Une amitié s’est tissée.
«C’est touchant»
Monsieur Jean-Louis vient alors à se présenter et montre, avec le sourire, qu’il possède également un téléphone intelligent. C’est d’ailleurs dans celui-ci qu’il a enregistré son billet électronique pour assister au gala de jeudi soir.
Après la victoire de Clavel par décision majoritaire des juges contre Fara El Bousairi, Le Journal a bien voulu jouer les entremetteurs pour que le plus vieux partisan de la boxeuse puisse obtenir une photo (une autre!) avec sa sportive préférée qu’il avait déjà rencontrée à plusieurs reprises. Un cliché aux fins du présent reportage, puis un autre avec son propre iPhone, en fait.

«C’est touchant d’avoir un fan de 98 ans, a alors admis Clavel, charmée, en serrant l’homme dans ses bras. Je le croise pratiquement toutes les semaines à l’entraînement.»
Un cousin boxeur
Né au milieu des années 1920, à Saint-Jacques-des-Piles, en Mauricie, «monsieur Jean-Louis» aura donc traversé le temps, tout en s’adaptant.
S’il dit maintenant adorer Clavel, en raison de sa personnalité et du spectacle qu’elle offre dans le ring, l’homme mentionne avoir découvert la boxe par le biais d’un cousin, soit Jean-Paul «K.-O.» Cloutier, qui a connu une courte carrière vers la fin des années 1940.

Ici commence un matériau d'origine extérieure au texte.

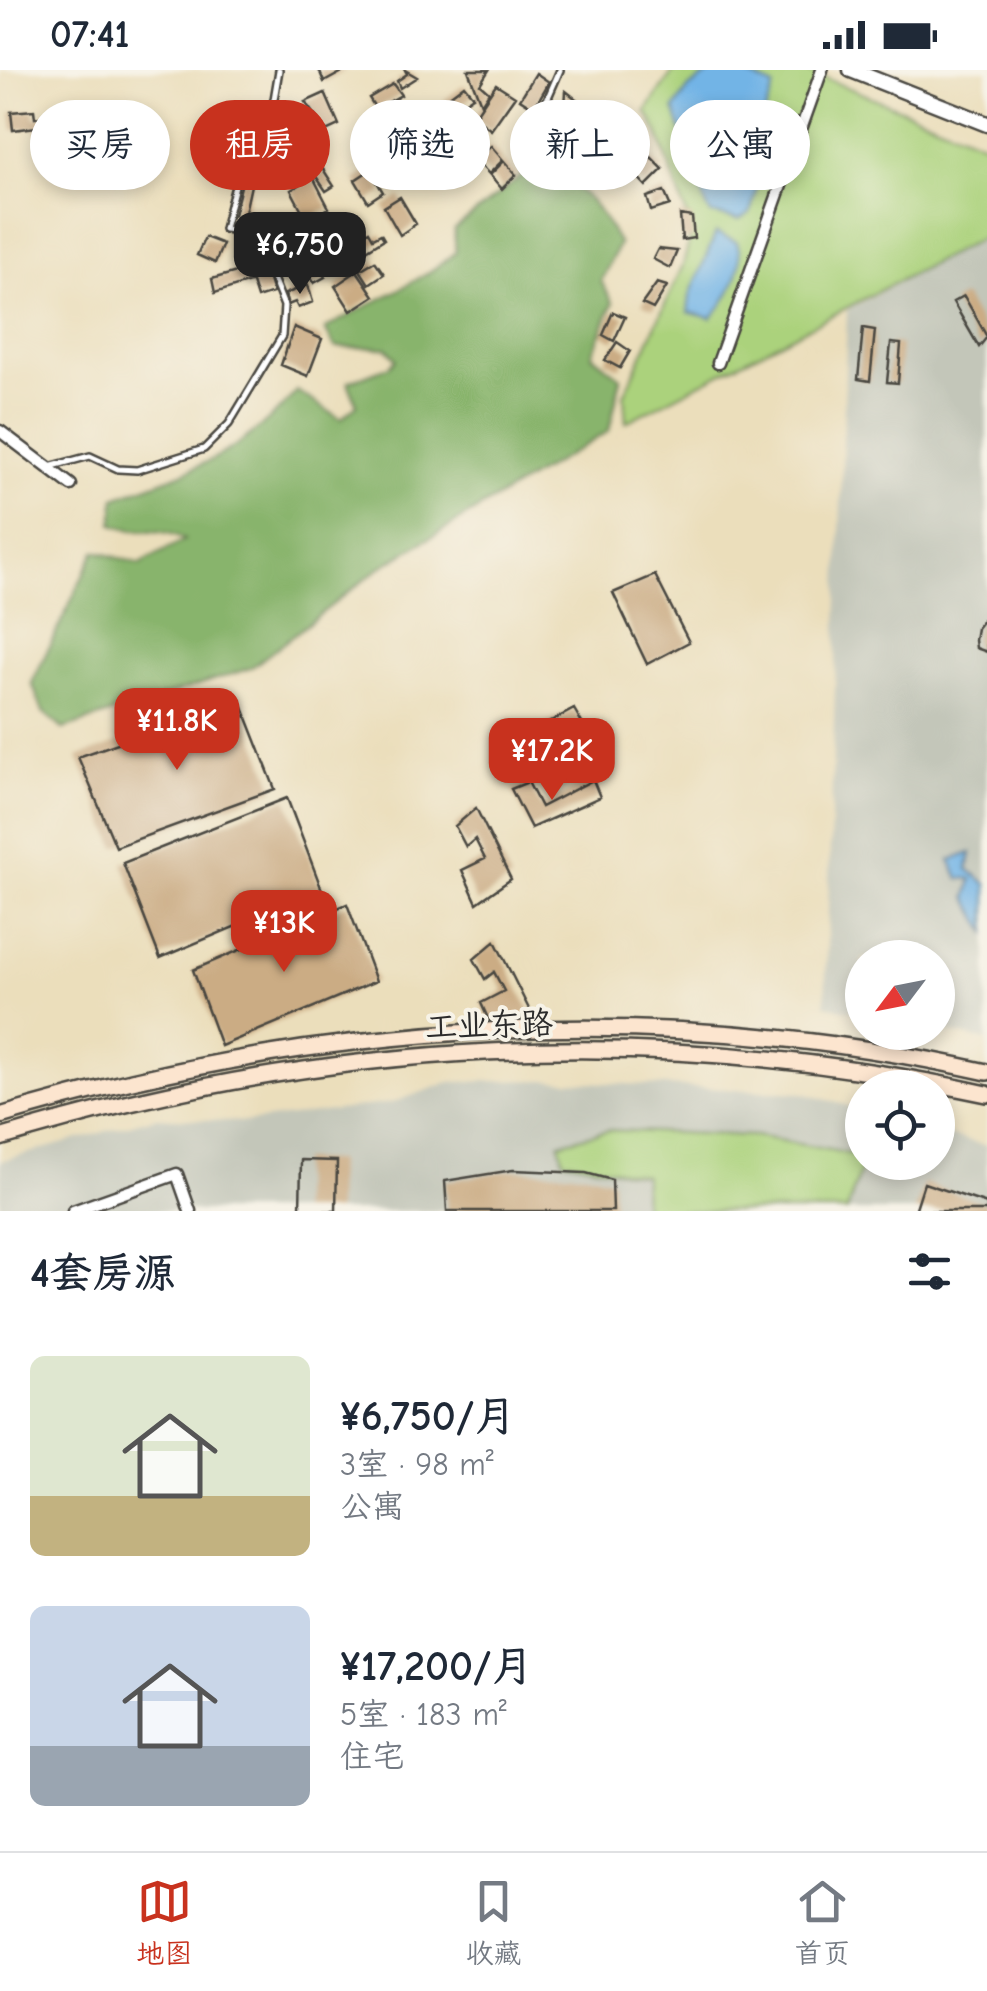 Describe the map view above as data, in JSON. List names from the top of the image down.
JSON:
{
  "streets": {
    "main road": ["工业东路"]
  },
  "north": "bottom left",
  "page": {
    "status": "07:41",
    "chip": [
      "买房",
      "租房",
      "筛选",
      "新上",
      "公寓"
    ],
    "price": [
      "¥6,750",
      "¥11.8K",
      "¥17.2K",
      "¥13K"
    ],
    "heading": "4套房源",
    "list": [
      {
        "name": "¥6,750/月",
        "note": "3室 · 98 m² · 公寓"
      },
      {
        "name": "¥17,200/月",
        "note": "5室 · 183 m² · 住宅"
      }
    ],
    "tabs": ["地图", "收藏", "首页"]
  }
} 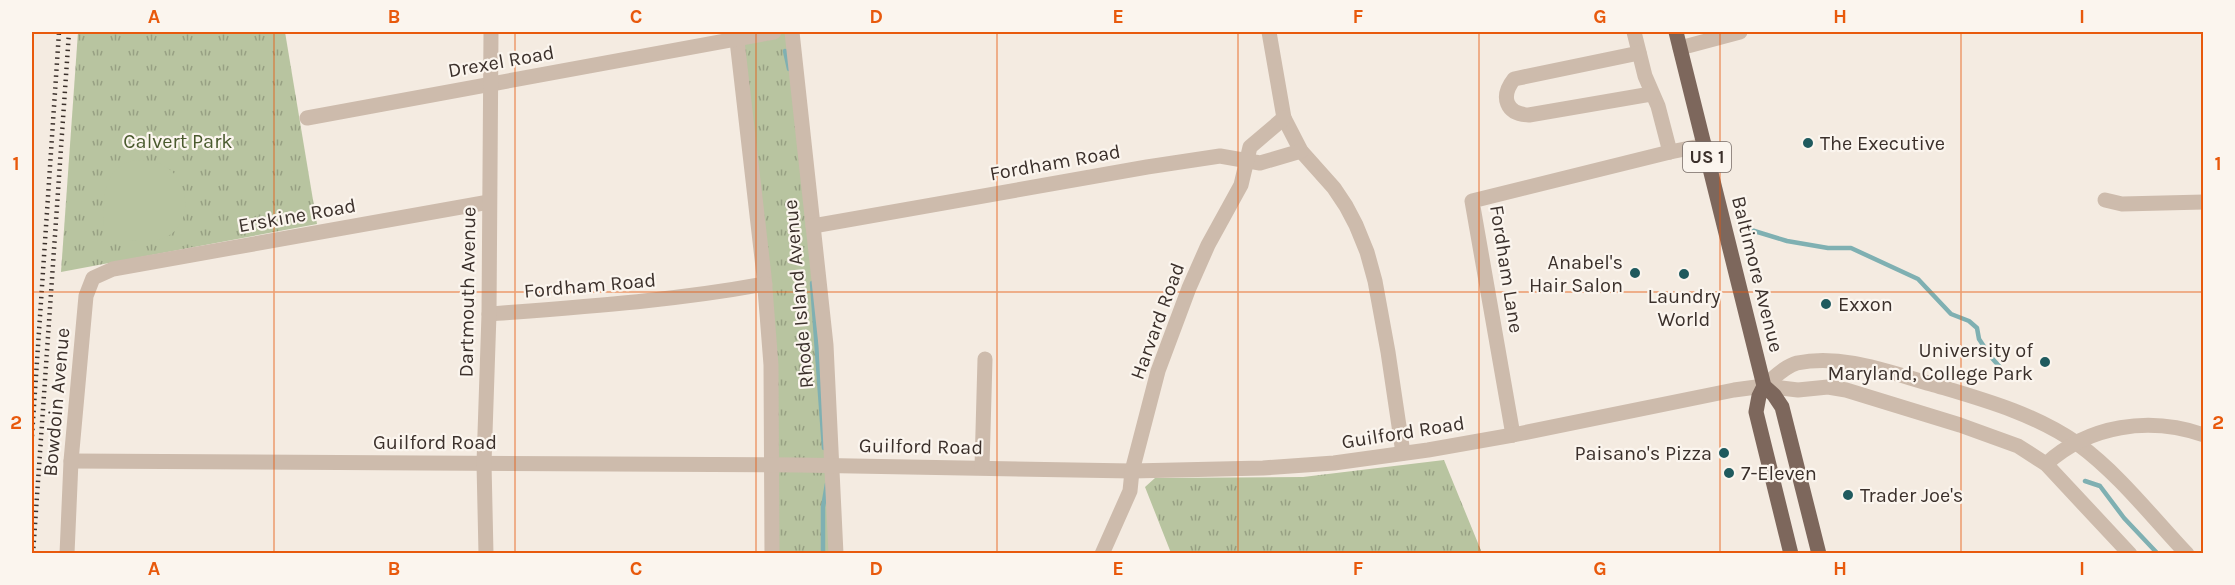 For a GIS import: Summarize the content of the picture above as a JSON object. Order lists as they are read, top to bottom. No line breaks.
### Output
{"streets":{"main road":["US 1","Baltimore Avenue"],"street":["Drexel Road","Fordham Road","Erskine Road","Fordham Lane","Dartmouth Avenue","Rhode Island Avenue","Harvard Road","Bowdoin Avenue","Guilford Road"]},"crossings":[["Drexel Road","Dartmouth Avenue"],["Drexel Road","Rhode Island Avenue"],["Fordham Road","Dartmouth Avenue"],["Fordham Road","Rhode Island Avenue"],["Fordham Road","Harvard Road"],["Erskine Road","Dartmouth Avenue"],["Erskine Road","Bowdoin Avenue"],["Fordham Lane","Baltimore Avenue"],["Fordham Lane","Guilford Road"],["Baltimore Avenue","Guilford Road"],["Dartmouth Avenue","Guilford Road"],["Rhode Island Avenue","Guilford Road"],["Harvard Road","Guilford Road"],["Bowdoin Avenue","Guilford Road"]],"parks":["Calvert Park"],"places":["The Executive","Anabel's Hair Salon","Laundry World","Exxon","University of Maryland, College Park","Paisano's Pizza","7-Eleven","Trader Joe's"],"grid":{"columns":["A","B","C","D","E","F","G","H","I"],"rows":["1","2"]}}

Vérification faite, on constate en effet que K.O. Cloutier, qui était aussi surnommé «King Cloutier», a mis fin à son parcours d’athlète en 1949 avec une fiche de 7-9-4, après avoir perdu trois fois en un peu plus d’un mois contre un certain Jerry Lavigne. Une trilogie ayant eu lieu à l’intérieur de cinq semaines à Shawinigan, Montréal, puis Québec. C’était à une autre époque.
Du bois à l’électronique
C’était aussi un an avant que «monsieur Jean-Louis» se marie, à Saint-Roch-de-Mékinac, avec la belle Ida Landry.
Au-delà de la boxe, l’homme de 98 ans vient à parler de son passé de bûcheron, une époque plutôt difficile alors qu’il avait entre 15 et 21 ans. Il a ensuite touché brièvement à la mécanique automobile avant de se tourner vers l’électronique.

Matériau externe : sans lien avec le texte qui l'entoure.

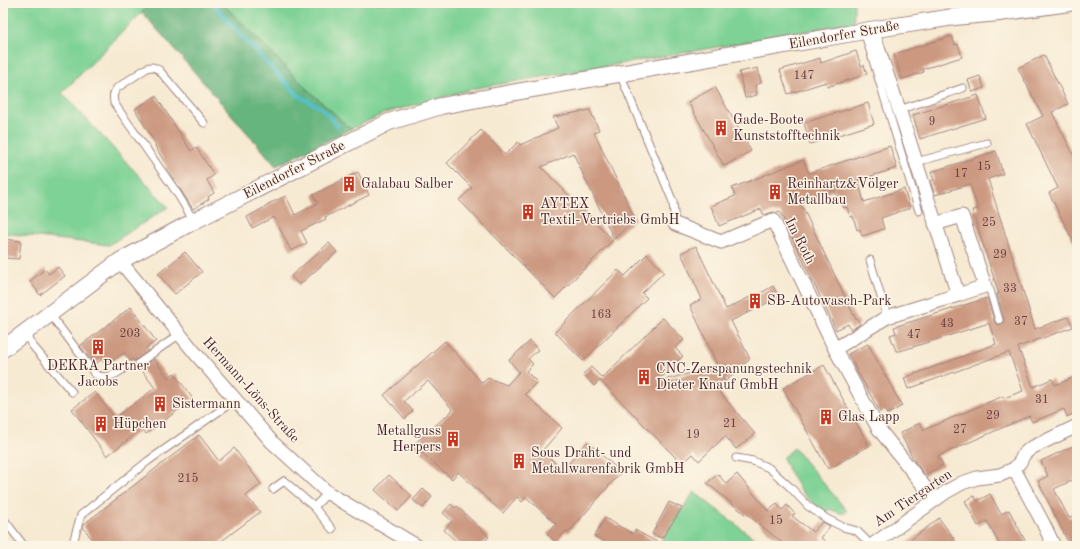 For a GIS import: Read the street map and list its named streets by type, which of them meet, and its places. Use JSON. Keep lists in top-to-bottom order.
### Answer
{
  "streets": {
    "street": [
      "Eilendorfer Straße",
      "Im Roth",
      "Hermann-Löns-Straße",
      "Am Tiergarten"
    ]
  },
  "crossings": [
    ["Eilendorfer Straße", "Hermann-Löns-Straße"],
    ["Im Roth", "Am Tiergarten"]
  ],
  "places": {
    "building": [
      "Gade-Boote Kunststofftechnik",
      "Galabau Salber",
      "Reinhartz&Völger Metallbau",
      "AYTEX Textil-Vertriebs GmbH",
      "SB-Autowasch-Park",
      "DEKRA Partner Jacobs",
      "CNC-Zerspanungstechnik Dieter Knauf GmbH",
      "Sistermann",
      "Glas Lapp",
      "Hüpchen",
      "Metallguss Herpers",
      "Sous Draht- und Metallwarenfabrik GmbH"
    ]
  },
  "house_numbers": [
    "147",
    "9",
    "15",
    "17",
    "25",
    "29",
    "33",
    "163",
    "37",
    "43",
    "203",
    "47",
    "31",
    "29",
    "21",
    "27",
    "19",
    "215",
    "15"
  ]
}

En 1955, alors que la famille grandissait, il est déménagé à Montréal-Nord, sur la rue Racette, là où il n’y avait pas encore d’asphalte.

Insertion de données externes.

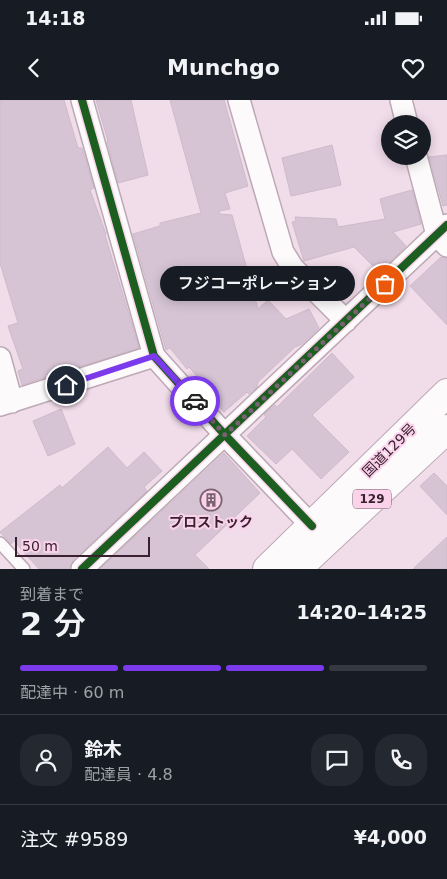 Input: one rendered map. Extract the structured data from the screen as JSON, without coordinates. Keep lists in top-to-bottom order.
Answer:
{
  "streets": {
    "highway": ["国道129号", "129"]
  },
  "places": {
    "other": ["フジコーポレーション"],
    "building": ["プロストック"]
  },
  "scale_bar": "50 m",
  "page": {
    "status": "14:18",
    "header": "Munchgo",
    "bubble": "フジコーポレーション",
    "scale": "50 m",
    "heading": ["2 分", "到着まで", "14:20–14:25"],
    "panel": [
      "鈴木",
      "配達員 · 4.8",
      "注文 #9589",
      "¥4,000"
    ],
    "bar": "配達中 · 60 m"
  }
}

«Il y avait des champs partout», dit-il.
Le drame de sa vie
Puis, des années plus tard, il y a eu le drame de sa vie lorsque sa femme Ida et leur fille Nicole, alors âgée de 19 ans, sont décédées tragiquement dans un accident de voiture. «Monsieur Jean-Louis» avait alors 47 ans. Il était également à bord, mais ce n’est pas lui qui était au volant. C’était en 1972, l’année de la «Série du siècle» au hockey. Le siècle dernier, on s’entend.
Encore aujourd’hui, «monsieur Jean-Louis» aime aussi le hockey. Il va lui-même, à l’occasion, aux matchs du Rocket de Laval, où il habite maintenant.
«Ma fille, c’était une belle sportive», laisse tomber l’homme, avec une tristesse dans la voix, laissant savoir qu’il pense parfois à sa Nicole partie trop jeune lorsqu’il voit Kim Clavel en action.
Le temps passe
Le couple a heureusement eu trois autres filles avant le départ de la belle Ida: Lise, Francine et Sylvie. Malgré les embûches de la vie, «monsieur Jean-Louis» avance et sourit toujours à 98 ans. C’est d’ailleurs l’une de ses filles qui l’avait reconduit au Casino de Montréal, jeudi soir, pour qu’il puisse voir Clavel à l’œuvre.
Quand Kim est née en septembre 1990, «monsieur Jean-Louis» célébrait déjà son 65e anniversaire de naissance au cours de ce même mois. Et le temps passe.